A free and independent press in Gabon is still a work in progress, in part because of overzealous sanctions imposed by the media regulator – sanctions that, nonetheless, decreased in 2021.
Many media outlets were created when a multiparty system was restored in 1990. There are now more than 60 print media outlets, of which L'Union, the only national daily, is the most emblematic. Echos du Nord, La Loupe, L'Aube and Le Temps are the most widely read, privately owned weeklies. The online press is growing, and the most visited sites are Gabonreview, Gabon Media Time and Gabonactu. State TV channels such as Gabon Première and Gabon 24 are still very influential despite competition from several privately owned channels.
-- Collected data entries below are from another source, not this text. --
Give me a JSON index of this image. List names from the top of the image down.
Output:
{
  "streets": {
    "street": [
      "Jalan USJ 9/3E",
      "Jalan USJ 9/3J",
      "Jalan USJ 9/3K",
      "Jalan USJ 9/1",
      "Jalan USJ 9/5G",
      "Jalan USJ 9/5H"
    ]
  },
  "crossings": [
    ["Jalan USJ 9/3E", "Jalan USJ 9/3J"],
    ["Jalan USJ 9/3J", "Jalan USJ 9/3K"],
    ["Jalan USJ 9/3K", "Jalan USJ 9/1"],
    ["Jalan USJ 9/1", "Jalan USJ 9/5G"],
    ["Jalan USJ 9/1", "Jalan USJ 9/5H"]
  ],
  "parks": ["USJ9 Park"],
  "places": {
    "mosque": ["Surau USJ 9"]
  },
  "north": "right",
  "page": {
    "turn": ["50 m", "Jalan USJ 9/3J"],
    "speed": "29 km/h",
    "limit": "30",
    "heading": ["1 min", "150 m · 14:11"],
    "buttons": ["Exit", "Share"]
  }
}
The tradition of a free and independent press has yet to take hold, including online. The government’s influence is felt at all levels and contributes to self-censorship. Broadcasting is dominated by state media, while allies of the president have created many of the online media and use them to attack those who do not toe the government line. The High Authority for Communication (HAC), the media regulator, lacks independence, with seven of its nine members appointed by the authorities.
Freedom of expression is enshrined in Gabon’s constitution, and the 2016 communication law abolished prison sentences for press offences. The police nonetheless still summon journalists for questioning under the penal code. Article 55 of the organic law governing the HAC is misapplied in order to allow its president to sanction a media outlet without first calling a meeting of all nine HAC members.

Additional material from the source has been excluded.